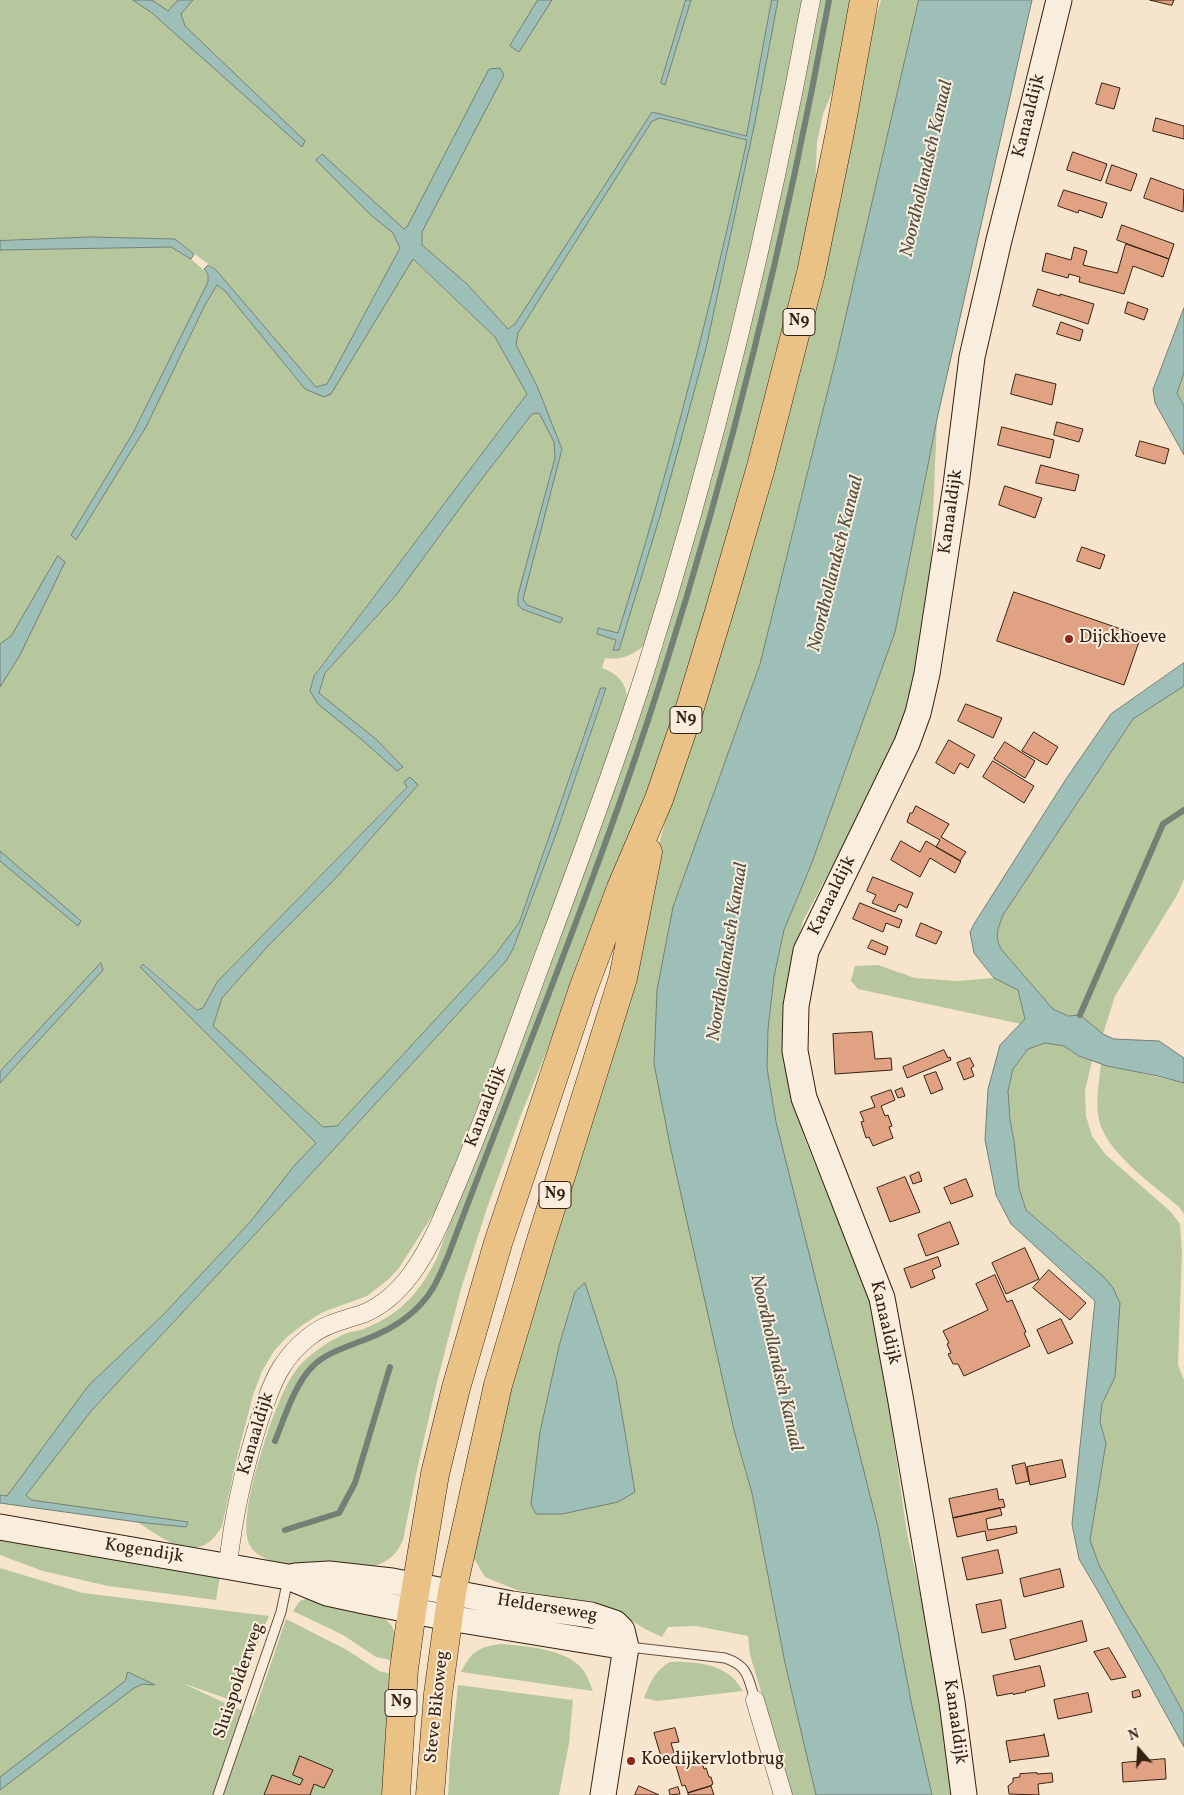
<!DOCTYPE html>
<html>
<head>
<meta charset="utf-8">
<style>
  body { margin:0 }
  #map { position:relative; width:1184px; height:1795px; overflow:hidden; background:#f6e5cc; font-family:Vollkorn,serif }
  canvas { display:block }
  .north { position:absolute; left:1114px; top:1725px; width:50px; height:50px; -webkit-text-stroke:4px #f9eede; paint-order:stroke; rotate:341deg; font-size:14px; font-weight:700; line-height:20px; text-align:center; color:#352112 }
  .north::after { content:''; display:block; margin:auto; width:18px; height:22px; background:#352112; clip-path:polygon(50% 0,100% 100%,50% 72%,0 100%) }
</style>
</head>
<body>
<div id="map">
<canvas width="1184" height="1795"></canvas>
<div class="north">N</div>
</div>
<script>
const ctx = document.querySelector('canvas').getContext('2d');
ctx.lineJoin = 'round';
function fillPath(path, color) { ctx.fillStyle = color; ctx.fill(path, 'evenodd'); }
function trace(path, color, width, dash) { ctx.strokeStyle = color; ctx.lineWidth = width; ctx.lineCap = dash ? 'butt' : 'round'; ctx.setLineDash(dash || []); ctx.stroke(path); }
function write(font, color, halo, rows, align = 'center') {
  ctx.font = font + ' Vollkorn,serif'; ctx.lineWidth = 4; ctx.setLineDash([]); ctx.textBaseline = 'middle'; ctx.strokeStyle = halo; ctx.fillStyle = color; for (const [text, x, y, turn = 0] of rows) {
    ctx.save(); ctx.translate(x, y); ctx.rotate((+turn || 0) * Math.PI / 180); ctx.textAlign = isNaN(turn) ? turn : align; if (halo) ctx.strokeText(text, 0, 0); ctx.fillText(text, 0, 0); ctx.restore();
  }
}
const green = new Path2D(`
  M0 0H686L662 83 674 57 691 0H772L746 136 652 112 515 325 508 329 467 284 422 246V232L407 227 403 230 321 154 316 160 372 216 393 233 400 248 327 384 316 387 216 270 175 239 90 237 0 241Z
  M778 0H804L764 202 729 350 682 527 644 645C634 655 619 661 605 658L602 668C617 673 628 684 627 701L573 860 469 1135 436 1210 399 1268 389 1279 367 1296 323 1312 304 1324 288 1336 274 1351 262 1371 253 1395 236 1461 222 1526C199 1568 166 1540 137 1522L186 1527 31 1500 26 1495 92 1410 334 1149 506 961 513 949 556 834 606 689 601 688 519 923 495 955 337 1126 323 1127 213 1027 222 998 268 946 335 879 418 785 410 777 404 782 407 786 217 982 203 1008 198 1010 144 964 140 967 316 1143 294 1166 251 1221 163 1315 89 1385 7 1497 0 1495V250L171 247 191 259 208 274V282L133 433 71 535 75 540 146 427 205 305 217 285 225 291 305 389 331 393 412 259 495 337 527 394 314 675 310 691 397 771 403 767 377 740 319 693 325 673 397 594 468 497 532 414 539 413 554 442 555 458 518 595V604L522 609 560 623 563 618 527 605 523 599 562 449 537 386 516 345 518 333 652 121 659 118 747 140 708 314 647 541 618 633 598 628 597 634 616 640 613 650H619L706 348 755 122Z
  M819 0H852L838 78 823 114 817 142 815 192 770 386 699 635 646 797 615 880 521 1115 487 1208 461 1289 437 1382 417 1470 403 1540C398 1552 390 1561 377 1565 357 1572 289 1568 269 1560 261 1557 253 1552 249 1544 240 1523 256 1468 263 1447 270 1424 284 1383 300 1365 314 1351 331 1339 350 1332 356 1331 363 1330 368 1327 403 1312 419 1292 436 1260L519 1045 636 721 641 714 666 637 667 626Z
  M881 0H919L837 354 760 664 673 907 734 1430 752 1493 785 1663 816 1795H792L750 1655 748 1636 696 1626 668 1627 662 1637 645 1629 613 1609 517 1590 485 1577 473 1557 499 1405 667 815 735 600 868 41ZM585 1284 616 1379 635 1491 531 1505 540 1432 559 1346 575 1292Z
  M1184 373V406L1177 393Z
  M937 419 930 586 915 680 887 764 803 921 792 962 790 1079 804 1137 871 1303 891 1422 907 1533 924 1612 945 1725 954 1795H932L776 1122 767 1068 768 1029 774 977 784 930 811 865 895 632Z
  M1184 686V879L1177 895 1115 996 1103 1034 1080 1015 1068 1016 1053 1009 1001 949C994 936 998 929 1003 915L1133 719Z
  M878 965 915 978 957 981 994 978 1018 990 1025 1020 1021 1024 858 989 851 981 855 966Z
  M1045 1043 1064 1046 1079 1056 1092 1061 1085 1090 1086 1116 1092 1136 1106 1155 1171 1212 1180 1224 1182 1252 1178 1365 1184 1380V1714L1162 1673 1122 1607 1099 1565 1090 1540 1106 1443 1100 1422 1102 1404 1115 1377 1086 1260 1063 1242 1026 1210 1019 1188 1014 1141 1010 1120 1008 1091 1013 1069 1028 1049Z
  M1101 1064 1184 1083V1214L1178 1206C1152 1184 1101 1149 1098 1114 1096 1098 1099 1081 1101 1064Z
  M0 1539 220 1576 216 1600 108 1586 43 1571 0 1555Z
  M0 1568 83 1593 269 1616 234 1701 182 1683 253 1716 286 1619 347 1650 379 1671 396 1675 388 1795H0Z
  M308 1598 374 1611 385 1619 392 1626 400 1645V1662L376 1657 343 1635 293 1611 300 1601Z
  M501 1644C525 1646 568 1649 583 1670 588 1676 590 1685 593 1691L461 1672C471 1652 478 1647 501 1644Z
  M670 1662C689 1661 715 1663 731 1676 736 1680 739 1686 743 1691L657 1701 644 1698C650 1683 655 1670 670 1662Z
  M458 1685 573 1700 569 1743 559 1795H448L450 1758Z`);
const water = new Path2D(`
  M133 0H152L168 11 178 0H193L181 14 185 26 305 141 302 147 152 13Z
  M538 0H552L519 52 510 46Z
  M686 0H691L665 85 661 83Z
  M772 0H778L755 122 706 348 660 516 619 650H613L616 640 597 634 598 628 618 633C669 471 711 307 747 140L660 118 652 121 518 333 516 345 537 386 562 449 523 599 527 605 563 618 560 623 522 609 518 605V595L555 458 554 442 539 413 532 414 468 497 397 594 325 673 319 693 377 740 403 767 397 771 361 739 318 704 310 691 314 676 527 394 495 337 413 259 331 394 324 397 305 389 225 291 217 285 205 305 146 427 76 540 71 535 133 433 208 282V274L204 269 208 265 216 270 316 387 327 384 400 248 393 233 372 216 316 160 322 154 404 229 407 227 489 69 500 68 504 75 422 232V245L467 284 508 329 515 324 652 112 746 136Z
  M919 0H1032L937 419 895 632 811 865 784 930 774 977 768 1029 767 1068 776 1122 878 1527 912 1706 932 1795H816L785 1663 752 1493 734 1430 671 1150 654 1064 657 990 673 907 760 664 837 354Z
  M90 237 175 239 194 254 191 259 171 247 0 250V241Z
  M1184 308V373L1177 393 1184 406V455L1155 403 1153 390Z
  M58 556 65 562 20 655 0 687V644L11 636Z
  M1184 663V686L1133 719 1003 915C998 929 994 936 1001 949L1053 1009 1068 1016 1080 1015 1103 1034 1114 1039 1159 1041 1184 1058V1083L1158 1076 1107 1066 1079 1056 1064 1046 1045 1043 1028 1049 1013 1069 1008 1091 1010 1120 1014 1141 1019 1188 1026 1210 1104 1277 1113 1288 1120 1303 1115 1377 1102 1404 1100 1422 1106 1443 1090 1540 1099 1565 1122 1607 1162 1673 1184 1714V1747L1102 1598 1079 1559 1072 1524 1095 1301 1011 1224 996 1195 985 1140 988 1089 1000 1045 1025 1019 1018 990 994 978 974 953 970 932 974 924 1066 779 1111 714Z
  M601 688H606L556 834 513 949 506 961 334 1149 92 1410 26 1495 31 1500 188 1522 186 1527 137 1522 0 1503V1495L7 1496 89 1385 163 1315 251 1221 294 1166 316 1143 140 967 143 964 197 1010 203 1008 217 982 407 787 404 782 410 777 418 785 335 879 268 946 222 998 213 1026 323 1127 337 1126 495 955 519 923Z
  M0 851 81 921 78 926 0 861Z
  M101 963 103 970 0 1083V1072Z
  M585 1283 616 1379 635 1492 618 1502 562 1514H536L531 1504 540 1432 559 1346 575 1292Z
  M128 1672 155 1685 143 1684 134 1688 0 1790V1777L125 1681Z`);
const stream = new Path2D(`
  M1080 1015 1163 824 1184 810
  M275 1441C284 1419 295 1383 313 1366 326 1353 346 1347 364 1340 391 1330 418 1313 433 1288 439 1278 443 1267 448 1256 520 1064 599 875 661 680 732 457 787 230 829 0
  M285 1530 339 1513 355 1483 390 1367`);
const building = new Path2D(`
  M1150 0H1174L1172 5Z
  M1102 83 1120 88 1114 109 1096 104Z
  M1156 118 1184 126V139L1153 131Z
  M1073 152 1107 164 1101 181 1067 170Z
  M1112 165 1137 174 1131 191 1106 183Z
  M1151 178 1184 190 1183 212 1144 198Z
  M1064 190 1107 203 1102 218 1079 210 1078 213 1058 206Z
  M1122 225 1174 244 1169 259 1117 240Z
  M1126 244 1169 259 1163 277 1133 266 1124 294 1079 282 1080 277 1069 274 1068 278 1042 271 1046 253 1071 260 1074 247 1087 251 1083 265 1117 273Z
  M1038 289 1060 296V294L1094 304 1088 324 1033 306Z
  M1128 302 1148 309 1144 320 1125 313Z
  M1061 322 1083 330 1080 341 1057 334Z
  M1016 374 1056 384 1052 405 1011 394Z
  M1057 422 1083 429 1079 442 1054 435Z
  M1002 427 1054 440 1050 458 998 445Z
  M1140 441 1169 449 1165 464 1136 456Z
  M1041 465 1079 475 1075 491 1036 483Z
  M1005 486 1042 498 1035 518 999 505Z
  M1082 547 1105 555 1100 569 1077 561Z
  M1014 592 1141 636 1124 685 997 641Z
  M966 704 1002 718 993 738 958 721Z
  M1034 732 1058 747 1047 765 1022 751Z
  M949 740 975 755 968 768 960 763 954 774 936 763Z
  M1005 742 1035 761 1025 778 994 759Z
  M993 761 1034 786 1024 803 983 777Z
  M916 806 949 824 941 837 966 852 960 861 936 847 940 840 907 822 910 813H912Z
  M901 841 920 852 926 841 961 861 955 873 930 858 920 877 891 860Z
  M873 877 913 893 907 908 899 904 895 912 872 903 876 895 867 891Z
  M860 903 902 920 899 928 886 923 883 932 853 919Z
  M921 923 942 932 936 944 916 936Z
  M872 940 888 947 885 955 868 948Z
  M872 1032 875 1059 891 1058 892 1070 835 1074 833 1034Z
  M944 1050 948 1058 950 1057 951 1060 907 1078 903 1067Z
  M970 1058 974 1066 971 1068 974 1076 964 1080 957 1063Z
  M936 1072 943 1089 931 1094 924 1076Z
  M902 1088 905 1096 898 1098 895 1091Z
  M891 1090 895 1100 881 1106 885 1116 888 1115 892 1126 889 1127 893 1138 873 1146 869 1137 866 1138 861 1122 864 1121 860 1112 875 1107 871 1097Z
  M919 1172 922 1181 913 1184 910 1176Z
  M905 1177 920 1212 890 1222 877 1188Z
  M966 1179 973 1196 951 1204 944 1188Z
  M950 1222 959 1244 926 1256 918 1235Z
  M1025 1248 1039 1279 1006 1294 992 1263Z
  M938 1257 941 1266 932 1270 935 1278 911 1288 904 1269Z
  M1049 1270 1086 1303 1070 1320 1033 1288Z
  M995 1275 1007 1302 1012 1300 1026 1332 1024 1333 1030 1346 964 1376 958 1364H953L948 1354 951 1353 947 1344 949 1343 943 1331 988 1310 976 1284Z
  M1061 1319 1073 1343 1048 1354 1037 1330Z
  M1062 1460 1066 1477 1030 1485 1027 1467Z
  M1025 1463 1029 1481 1016 1484 1012 1466Z
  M997 1489 999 1500 1003 1499 1005 1507 953 1518 949 1499Z
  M1000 1508 1002 1515 986 1519 988 1530 1016 1526 1017 1533 987 1541 985 1531 957 1537 953 1518Z
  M998 1550 1003 1573 967 1580 962 1558Z
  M1060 1569 1064 1587 1024 1597 1020 1579Z
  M1001 1600 1006 1628 982 1633 976 1605Z
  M1082 1621 1087 1641 1015 1660 1010 1640Z
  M1109 1648 1126 1677 1111 1680 1094 1652Z
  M1040 1666 1045 1686 1025 1691 1026 1692 1015 1694 1014 1695 1013 1693 997 1696 993 1676Z
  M1139 1690 1141 1696 1133 1698 1132 1692Z
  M1088 1693 1092 1712 1058 1719 1054 1700Z
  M675 1728 679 1742 671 1743 676 1760 663 1763 654 1733Z
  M1044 1734 1049 1756 1010 1761V1763L1006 1741 1044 1735Z
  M300 1756 333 1770 324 1788 314 1784 310 1795H264L272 1775 300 1785 303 1779 293 1775Z
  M701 1759 704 1769 706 1768 709 1777H711L713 1784 711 1785V1786L688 1793 685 1785 682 1786 676 1766Z
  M1165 1759 1166 1779 1123 1782 1122 1763Z
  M1037 1773V1774L1052 1773 1053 1782 1038 1784 1039 1795 1009 1794 1008 1786 1013 1782V1778L1020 1777V1774Z
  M639 1786 659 1795H635Z
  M711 1786 714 1795H688V1793Z
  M678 1787 680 1794 670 1795 669 1790Z`);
const lane = new Path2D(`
  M629 1647 725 1658C749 1666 748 1678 755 1700
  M218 1795 281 1612 288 1579`);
const street = new Path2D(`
  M228 1566C233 1515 245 1464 261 1415 267 1399 272 1382 281 1368 289 1355 298 1345 310 1336 326 1323 346 1320 365 1313 402 1297 424 1258 440 1223 481 1131 514 1036 549 942 582 854 615 765 644 675 714 454 769 228 811 0
  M755 1700 783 1795`);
const secondary = new Path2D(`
  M0 1527 288 1577 327 1593 364 1601 449 1618 626 1647
  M295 1576 329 1574 392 1581 512 1604 591 1615 615 1623 622 1630 626 1647 603 1795
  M964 1795 952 1702 900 1396 882 1298 804 1098 795 1051 796 1006 806 951 907 743 918 713 927 674 956 485 972 357 999 240 1034 102 1059 0`);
const primary = new Path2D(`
  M396 1795 404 1669 412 1611 435 1474 456 1388 498 1243 583 989 621 888 659 799 688 714 719 612 761 467 811 273 840 132 864 0
  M430 1795 438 1694 452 1592 498 1385 541 1240 623 978 648 852`);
const markers = [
  [1069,639,5,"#8f2418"],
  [631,1761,5,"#8f2418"]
];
const shields = [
  [799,322,32],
  [686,720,32],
  [555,1195,32],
  [401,1703,32]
];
const shieldNames = [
  ["N9",799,322],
  ["N9",686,720],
  ["N9",555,1195],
  ["N9",401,1703]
];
const streetNames = [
  ["Kanaaldijk",1030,116,-76],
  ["Kanaaldijk",952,512,-82],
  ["Kanaaldijk",833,896,-64],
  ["Kanaaldijk",487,1107,-69],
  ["Kanaaldijk",884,1323,77],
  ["Kanaaldijk",257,1434,-73],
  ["Kogendijk",144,1552,9],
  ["Helderseweg",547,1609,9],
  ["Sluispolderweg",240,1681,-71],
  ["Steve Bikoweg",438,1707,-84],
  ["Kanaaldijk",954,1722,82]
];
const poiNames = [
  ["Dijckhoeve",1079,639],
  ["Koedijkervlotbrug",641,1761]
];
const waterNames = [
  ["Noordhollandsch Kanaal",928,169,-77],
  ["Noordhollandsch Kanaal",837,564,-76],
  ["Noordhollandsch Kanaal",729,952,-81],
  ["Noordhollandsch Kanaal",775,1363,77]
];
fillPath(green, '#b6c69d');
fillPath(water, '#9dbfb8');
trace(water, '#738076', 1);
trace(stream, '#738076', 6);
fillPath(building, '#e1a284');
trace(building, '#352112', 1);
trace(lane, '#655240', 11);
trace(street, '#655240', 19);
trace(secondary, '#352112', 27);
trace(primary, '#352112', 29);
trace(lane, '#f9eede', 9);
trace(street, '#f9eede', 18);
trace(secondary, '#f9eede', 25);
trace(primary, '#ebc286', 28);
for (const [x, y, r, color] of markers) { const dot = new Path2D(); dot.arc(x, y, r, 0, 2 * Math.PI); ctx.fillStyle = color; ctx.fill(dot); trace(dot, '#f9eede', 2); }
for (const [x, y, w] of shields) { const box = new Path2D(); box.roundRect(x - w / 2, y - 13.5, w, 27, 4); ctx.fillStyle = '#f9eede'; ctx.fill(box); trace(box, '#352112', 1); }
write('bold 16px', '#352112', null, shieldNames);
write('18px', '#352112', '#f9eede', streetNames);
write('18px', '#352112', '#f9eede', poiNames, 'left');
write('italic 19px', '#545044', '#f9eede', waterNames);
</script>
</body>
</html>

→ Problem description: Search the listing above for lines containing "turn", and copy them.

→ Answer:
  ctx.font = font + ' Vollkorn,serif'; ctx.lineWidth = 4; ctx.setLineDash([]); ctx.textBaseline = 'middle'; ctx.strokeStyle = halo; ctx.fillStyle = color; for (const [text, x, y, turn = 0] of rows) {
    ctx.save(); ctx.translate(x, y); ctx.rotate((+turn || 0) * Math.PI / 180); ctx.textAlign = isNaN(turn) ? turn : align; if (halo) ctx.strokeText(text, 0, 0); ctx.fillText(text, 0, 0); ctx.restore();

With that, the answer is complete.